In August, meanwhile, Gabon's president Ali Bongo Ondimba, heir to a dynasty that ruled for 55 years, is deposed after a presidential election which the army and opposition declared fraudulent.
- Hollywood on strike -
The existential dread caused by generative AI in the creative economy spreads to Hollywood in 2023, where writers go on strike in May to demand curbs on the use of the technology in films as well as a pay rise.
Hollywood actors join the biggest work stoppage in Tinseltown since the 1960s in July, partly due to fears that AI could be used to clone their voices and likenesses.
The strike delays hundreds of popular shows and films before the studios and actors agree a deal in November, two months after the writers went back to work.
- Global boiling -
The year goes out with a sizzle, with the European Union's climate monitor predicting 2023 to be the hottest on record.
Drought made worse by climate change is cited as one of factors behind the deadliest wildfire in the United States in a century that claims at least 115 lives on the Hawaiian island of Maui in August.
At a landmark UN climate summit in Dubai in December, around 200 countries agree to "transition away" from fossil fuels.
- Moon race -
The space race heats up in 2023, with rising star India becoming the first nation to successfully land an unmanned craft on the Moon's south pole in August, just days after a Russian lunar vehicle crashed into its surface.

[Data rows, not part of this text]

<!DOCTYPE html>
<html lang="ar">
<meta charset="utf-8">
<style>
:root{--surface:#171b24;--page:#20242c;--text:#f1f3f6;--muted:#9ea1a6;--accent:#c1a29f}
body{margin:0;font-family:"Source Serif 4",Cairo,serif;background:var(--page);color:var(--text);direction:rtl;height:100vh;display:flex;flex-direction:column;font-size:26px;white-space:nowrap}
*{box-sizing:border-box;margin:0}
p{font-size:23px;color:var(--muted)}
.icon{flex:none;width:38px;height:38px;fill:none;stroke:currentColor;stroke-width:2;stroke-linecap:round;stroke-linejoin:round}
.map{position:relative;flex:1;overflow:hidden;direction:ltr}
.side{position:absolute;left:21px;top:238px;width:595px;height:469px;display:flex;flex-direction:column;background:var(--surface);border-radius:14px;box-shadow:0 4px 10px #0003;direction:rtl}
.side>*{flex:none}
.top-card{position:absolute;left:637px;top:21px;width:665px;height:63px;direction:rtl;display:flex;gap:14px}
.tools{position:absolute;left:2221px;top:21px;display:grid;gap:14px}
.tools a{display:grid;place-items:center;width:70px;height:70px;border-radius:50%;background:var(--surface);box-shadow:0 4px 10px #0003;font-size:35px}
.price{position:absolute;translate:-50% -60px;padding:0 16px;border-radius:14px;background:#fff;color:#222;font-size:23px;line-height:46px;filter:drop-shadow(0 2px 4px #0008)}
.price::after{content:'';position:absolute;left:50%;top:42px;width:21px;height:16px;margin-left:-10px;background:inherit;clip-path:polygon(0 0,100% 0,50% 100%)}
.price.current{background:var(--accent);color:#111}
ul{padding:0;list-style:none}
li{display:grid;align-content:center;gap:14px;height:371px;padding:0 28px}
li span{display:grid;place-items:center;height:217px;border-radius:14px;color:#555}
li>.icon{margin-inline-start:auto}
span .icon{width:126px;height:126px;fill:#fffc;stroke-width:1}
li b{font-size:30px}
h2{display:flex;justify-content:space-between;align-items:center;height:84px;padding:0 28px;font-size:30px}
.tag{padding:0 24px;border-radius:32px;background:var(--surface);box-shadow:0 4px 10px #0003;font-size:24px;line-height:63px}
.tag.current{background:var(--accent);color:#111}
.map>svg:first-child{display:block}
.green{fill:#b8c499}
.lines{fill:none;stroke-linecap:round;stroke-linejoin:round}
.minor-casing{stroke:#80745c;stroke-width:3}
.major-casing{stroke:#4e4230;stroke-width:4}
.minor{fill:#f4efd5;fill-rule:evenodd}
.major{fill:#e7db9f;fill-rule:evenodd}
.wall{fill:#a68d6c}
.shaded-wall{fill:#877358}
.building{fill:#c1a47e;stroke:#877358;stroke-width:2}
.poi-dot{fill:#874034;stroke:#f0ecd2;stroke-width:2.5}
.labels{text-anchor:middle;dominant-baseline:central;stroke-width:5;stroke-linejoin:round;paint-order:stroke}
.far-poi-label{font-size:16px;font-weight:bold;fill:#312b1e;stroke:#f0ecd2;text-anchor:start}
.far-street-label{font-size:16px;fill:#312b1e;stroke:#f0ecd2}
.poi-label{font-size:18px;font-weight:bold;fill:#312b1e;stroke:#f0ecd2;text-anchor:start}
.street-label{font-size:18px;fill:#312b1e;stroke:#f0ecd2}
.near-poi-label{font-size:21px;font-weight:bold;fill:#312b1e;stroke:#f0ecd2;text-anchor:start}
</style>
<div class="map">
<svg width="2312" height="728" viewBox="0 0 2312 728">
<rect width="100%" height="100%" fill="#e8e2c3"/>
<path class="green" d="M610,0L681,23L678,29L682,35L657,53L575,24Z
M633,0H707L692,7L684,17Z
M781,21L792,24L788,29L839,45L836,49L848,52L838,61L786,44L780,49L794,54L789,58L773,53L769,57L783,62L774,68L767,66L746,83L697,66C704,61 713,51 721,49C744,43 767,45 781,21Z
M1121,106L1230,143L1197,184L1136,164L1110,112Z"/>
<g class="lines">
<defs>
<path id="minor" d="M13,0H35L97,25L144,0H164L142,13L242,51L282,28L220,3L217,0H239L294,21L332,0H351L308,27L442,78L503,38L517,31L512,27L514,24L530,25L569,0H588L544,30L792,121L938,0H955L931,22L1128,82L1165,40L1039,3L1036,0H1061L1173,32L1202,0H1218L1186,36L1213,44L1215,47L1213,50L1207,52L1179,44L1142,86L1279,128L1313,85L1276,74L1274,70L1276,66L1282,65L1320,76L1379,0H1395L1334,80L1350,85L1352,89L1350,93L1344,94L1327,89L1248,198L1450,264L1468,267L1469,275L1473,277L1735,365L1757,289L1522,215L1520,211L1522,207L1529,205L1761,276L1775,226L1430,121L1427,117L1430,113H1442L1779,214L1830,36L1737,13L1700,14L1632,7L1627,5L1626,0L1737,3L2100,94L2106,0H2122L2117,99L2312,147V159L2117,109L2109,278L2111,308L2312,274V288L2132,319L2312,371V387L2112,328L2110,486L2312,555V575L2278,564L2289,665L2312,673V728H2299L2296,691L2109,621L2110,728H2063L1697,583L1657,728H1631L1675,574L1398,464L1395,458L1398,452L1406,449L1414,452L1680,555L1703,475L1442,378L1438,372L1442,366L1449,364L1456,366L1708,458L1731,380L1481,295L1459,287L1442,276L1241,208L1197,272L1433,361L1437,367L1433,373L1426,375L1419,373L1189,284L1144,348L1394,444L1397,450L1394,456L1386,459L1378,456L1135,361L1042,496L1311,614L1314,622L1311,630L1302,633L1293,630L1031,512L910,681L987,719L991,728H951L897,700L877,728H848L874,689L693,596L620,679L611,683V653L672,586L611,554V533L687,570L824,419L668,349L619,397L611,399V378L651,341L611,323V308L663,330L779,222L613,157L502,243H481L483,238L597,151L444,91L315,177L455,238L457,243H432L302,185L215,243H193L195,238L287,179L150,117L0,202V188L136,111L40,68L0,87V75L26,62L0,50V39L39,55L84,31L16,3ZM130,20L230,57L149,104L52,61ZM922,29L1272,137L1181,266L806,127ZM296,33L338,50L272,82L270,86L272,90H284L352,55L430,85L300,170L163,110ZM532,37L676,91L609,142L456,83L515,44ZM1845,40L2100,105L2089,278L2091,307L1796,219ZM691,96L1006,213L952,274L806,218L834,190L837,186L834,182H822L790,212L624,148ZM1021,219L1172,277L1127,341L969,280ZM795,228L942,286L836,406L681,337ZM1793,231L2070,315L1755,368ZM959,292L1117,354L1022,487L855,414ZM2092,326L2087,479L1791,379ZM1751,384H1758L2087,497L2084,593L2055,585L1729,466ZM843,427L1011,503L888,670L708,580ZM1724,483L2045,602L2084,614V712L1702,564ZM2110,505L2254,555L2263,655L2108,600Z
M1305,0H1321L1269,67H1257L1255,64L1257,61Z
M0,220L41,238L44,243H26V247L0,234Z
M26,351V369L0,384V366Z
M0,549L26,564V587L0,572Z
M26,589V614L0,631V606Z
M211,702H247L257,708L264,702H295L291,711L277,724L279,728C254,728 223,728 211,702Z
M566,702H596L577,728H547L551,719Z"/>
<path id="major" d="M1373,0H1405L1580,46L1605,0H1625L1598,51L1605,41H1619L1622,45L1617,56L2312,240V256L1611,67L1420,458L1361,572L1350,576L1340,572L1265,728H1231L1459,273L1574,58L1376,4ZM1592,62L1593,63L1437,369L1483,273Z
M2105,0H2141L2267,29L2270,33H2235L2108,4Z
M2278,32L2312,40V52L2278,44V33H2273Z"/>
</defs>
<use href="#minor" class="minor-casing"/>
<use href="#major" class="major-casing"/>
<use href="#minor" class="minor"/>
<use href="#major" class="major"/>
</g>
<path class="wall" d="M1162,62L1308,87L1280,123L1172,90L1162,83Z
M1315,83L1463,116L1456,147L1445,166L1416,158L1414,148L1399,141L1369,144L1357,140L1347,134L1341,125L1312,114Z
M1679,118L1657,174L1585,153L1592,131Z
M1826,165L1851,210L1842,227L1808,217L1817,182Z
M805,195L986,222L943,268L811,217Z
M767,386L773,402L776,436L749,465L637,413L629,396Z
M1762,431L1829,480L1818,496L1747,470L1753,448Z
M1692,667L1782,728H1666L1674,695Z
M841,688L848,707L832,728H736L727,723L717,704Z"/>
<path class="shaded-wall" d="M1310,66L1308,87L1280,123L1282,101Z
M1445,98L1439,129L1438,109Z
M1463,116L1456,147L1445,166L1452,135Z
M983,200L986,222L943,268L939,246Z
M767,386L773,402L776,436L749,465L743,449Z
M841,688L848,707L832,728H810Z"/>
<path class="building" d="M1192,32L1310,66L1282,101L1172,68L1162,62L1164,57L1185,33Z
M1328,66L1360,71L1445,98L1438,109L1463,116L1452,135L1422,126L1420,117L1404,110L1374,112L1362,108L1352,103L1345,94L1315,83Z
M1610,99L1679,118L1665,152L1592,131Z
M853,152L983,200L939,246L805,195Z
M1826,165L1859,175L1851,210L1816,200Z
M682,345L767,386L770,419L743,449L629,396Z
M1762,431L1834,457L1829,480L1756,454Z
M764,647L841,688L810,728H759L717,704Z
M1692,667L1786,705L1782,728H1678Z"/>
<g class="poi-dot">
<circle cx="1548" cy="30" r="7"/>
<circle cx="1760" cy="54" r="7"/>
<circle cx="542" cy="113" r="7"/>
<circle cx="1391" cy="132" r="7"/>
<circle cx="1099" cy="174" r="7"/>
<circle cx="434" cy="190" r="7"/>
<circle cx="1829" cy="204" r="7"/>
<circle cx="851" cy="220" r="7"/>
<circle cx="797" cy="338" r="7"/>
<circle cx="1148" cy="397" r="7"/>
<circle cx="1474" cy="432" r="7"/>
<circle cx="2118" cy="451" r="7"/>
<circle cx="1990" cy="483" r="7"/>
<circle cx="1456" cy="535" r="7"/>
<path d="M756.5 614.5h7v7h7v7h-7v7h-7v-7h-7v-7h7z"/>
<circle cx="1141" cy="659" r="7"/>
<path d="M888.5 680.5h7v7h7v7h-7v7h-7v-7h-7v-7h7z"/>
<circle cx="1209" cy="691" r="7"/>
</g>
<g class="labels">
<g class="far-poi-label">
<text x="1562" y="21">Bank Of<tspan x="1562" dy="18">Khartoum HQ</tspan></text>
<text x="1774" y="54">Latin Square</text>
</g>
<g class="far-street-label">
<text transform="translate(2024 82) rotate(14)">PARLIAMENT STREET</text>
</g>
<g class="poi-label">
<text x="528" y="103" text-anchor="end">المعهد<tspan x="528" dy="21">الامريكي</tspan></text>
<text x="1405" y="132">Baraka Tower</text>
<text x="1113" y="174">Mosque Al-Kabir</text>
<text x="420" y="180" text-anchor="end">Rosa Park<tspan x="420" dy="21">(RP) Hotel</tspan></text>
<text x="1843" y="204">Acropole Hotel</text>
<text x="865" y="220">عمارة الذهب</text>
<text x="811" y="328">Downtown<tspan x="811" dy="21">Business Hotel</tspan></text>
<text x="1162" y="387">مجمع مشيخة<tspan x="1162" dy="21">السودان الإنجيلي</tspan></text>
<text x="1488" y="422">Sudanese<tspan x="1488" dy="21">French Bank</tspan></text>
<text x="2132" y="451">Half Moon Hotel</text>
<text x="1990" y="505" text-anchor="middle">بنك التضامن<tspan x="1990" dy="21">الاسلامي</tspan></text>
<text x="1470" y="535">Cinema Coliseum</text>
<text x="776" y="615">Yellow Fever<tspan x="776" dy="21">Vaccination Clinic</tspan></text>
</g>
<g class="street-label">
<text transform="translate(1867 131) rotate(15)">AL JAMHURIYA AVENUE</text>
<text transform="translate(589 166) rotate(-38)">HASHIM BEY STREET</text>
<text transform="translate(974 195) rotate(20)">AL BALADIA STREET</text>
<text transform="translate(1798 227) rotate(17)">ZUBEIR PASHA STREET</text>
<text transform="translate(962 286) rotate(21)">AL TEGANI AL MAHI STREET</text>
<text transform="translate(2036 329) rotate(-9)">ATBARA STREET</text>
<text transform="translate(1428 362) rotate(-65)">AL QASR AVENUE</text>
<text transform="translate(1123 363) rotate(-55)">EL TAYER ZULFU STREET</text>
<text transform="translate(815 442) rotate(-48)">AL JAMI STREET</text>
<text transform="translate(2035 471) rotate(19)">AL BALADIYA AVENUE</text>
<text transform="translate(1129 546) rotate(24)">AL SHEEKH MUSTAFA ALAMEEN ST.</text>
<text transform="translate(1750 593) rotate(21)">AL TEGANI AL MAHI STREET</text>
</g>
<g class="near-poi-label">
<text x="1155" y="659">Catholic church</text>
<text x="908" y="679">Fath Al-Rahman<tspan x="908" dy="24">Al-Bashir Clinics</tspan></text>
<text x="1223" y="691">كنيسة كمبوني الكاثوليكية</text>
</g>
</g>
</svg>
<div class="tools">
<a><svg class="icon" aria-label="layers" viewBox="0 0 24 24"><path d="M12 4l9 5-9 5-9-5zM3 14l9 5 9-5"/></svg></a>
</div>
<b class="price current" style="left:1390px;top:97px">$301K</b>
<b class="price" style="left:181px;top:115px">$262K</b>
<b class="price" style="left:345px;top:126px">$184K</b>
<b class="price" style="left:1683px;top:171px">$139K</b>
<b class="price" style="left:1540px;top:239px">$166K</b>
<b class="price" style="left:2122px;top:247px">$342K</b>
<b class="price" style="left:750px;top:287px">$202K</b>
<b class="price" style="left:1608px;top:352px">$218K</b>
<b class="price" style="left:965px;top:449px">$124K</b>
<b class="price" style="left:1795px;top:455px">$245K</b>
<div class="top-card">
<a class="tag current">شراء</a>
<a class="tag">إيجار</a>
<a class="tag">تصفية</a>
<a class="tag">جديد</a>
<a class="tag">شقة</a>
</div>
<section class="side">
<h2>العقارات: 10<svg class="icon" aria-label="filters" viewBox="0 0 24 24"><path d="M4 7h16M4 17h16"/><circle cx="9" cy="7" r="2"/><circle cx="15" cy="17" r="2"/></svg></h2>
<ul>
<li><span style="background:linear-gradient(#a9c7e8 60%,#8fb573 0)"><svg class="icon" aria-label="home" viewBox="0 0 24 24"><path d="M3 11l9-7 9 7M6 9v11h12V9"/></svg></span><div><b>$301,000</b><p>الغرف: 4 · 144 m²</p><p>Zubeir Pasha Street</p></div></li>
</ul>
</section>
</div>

Over half a century after US astronaut Neil Armstrong became the first man to walk on the moon, several countries are jostling to return humans to the celestial body.
- Forced kiss -
Spain's victory over England in the women's football World Cup final in Sydney on August 20 triggers scenes of wild rejoicing at home.
But the euphoria quickly gives way to outrage when Spanish football chief Luis Rubiales is caught planting a kiss on the lips of captain Jenni Hermoso minutes after the game -- a kiss she says later she saw as "an assault".
A defiant Rubiales insists the kiss was consensual but faced with a huge outcry eventually resigns.
- Caucasus exodus -
The breakaway republic of Nagorno-Karabakh winds up its three-decade push for independence in September after being recaptured by Azerbaijan in a lightning offensive that empties the mountainous region of most of its ethnic Armenian population.
Karabakh residents flee to Armenia, fearing violence and not wanting to be ruled by Turkic-speaking Azerbaijanis with whom ethnic Armenian separatists fought two wars over the territory since the 1990s.
- Argentina shocker -
In November, Argentina takes a leap into the unknown with the election of libertarian wild card candidate, Javier Milei, known for his foul-mouthed rants against the political "caste".
Milei, who rides a wave of fury over decades of economic decline and double-digit inflation under the long-dominant Peronists (centre-left), devalues the local peso by over 50 percent against the dollar as part of his prescribed economic "shock therapy".